- [Task directions]: Would you output the following records verbatim and skip the images in them?

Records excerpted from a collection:
*** Block opens ***
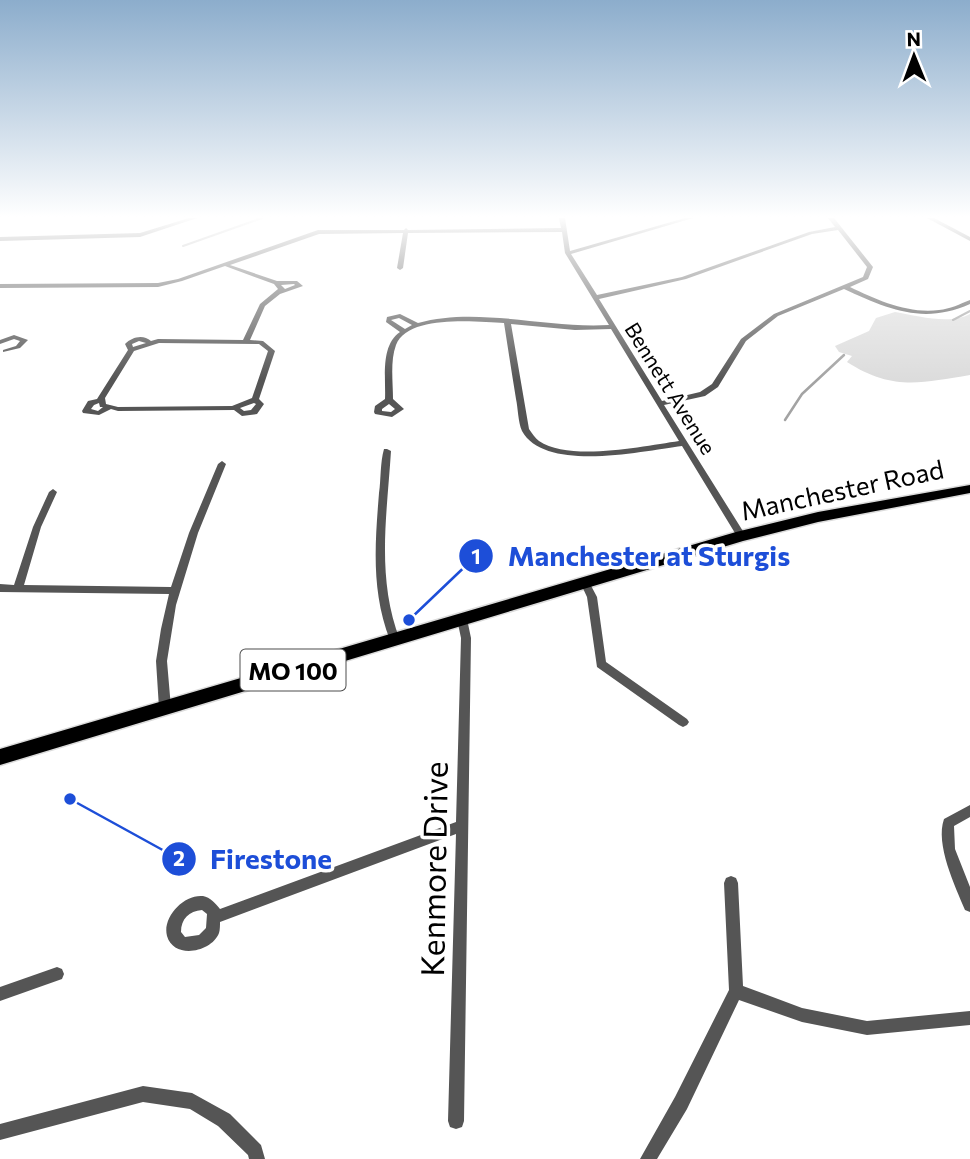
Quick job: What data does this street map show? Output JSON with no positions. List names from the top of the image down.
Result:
{
  "streets": {
    "main road": ["Manchester Road", "MO 100"],
    "street": ["Bennett Avenue", "Kenmore Drive"]
  },
  "crossings": [
    ["Bennett Avenue", "Manchester Road"],
    ["Manchester Road", "Kenmore Drive"]
  ],
  "places": ["Manchester at Sturgis", "Firestone"],
  "north": "top"
}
*** Block closes ***
- [Output of the exercise]:
Quick job: What data does this street map show? Output JSON with no positions. List names from the top of the image down.
Result:
{
  "streets": {
    "main road": ["Manchester Road", "MO 100"],
    "street": ["Bennett Avenue", "Kenmore Drive"]
  },
  "crossings": [
    ["Bennett Avenue", "Manchester Road"],
    ["Manchester Road", "Kenmore Drive"]
  ],
  "places": ["Manchester at Sturgis", "Firestone"],
  "north": "top"
}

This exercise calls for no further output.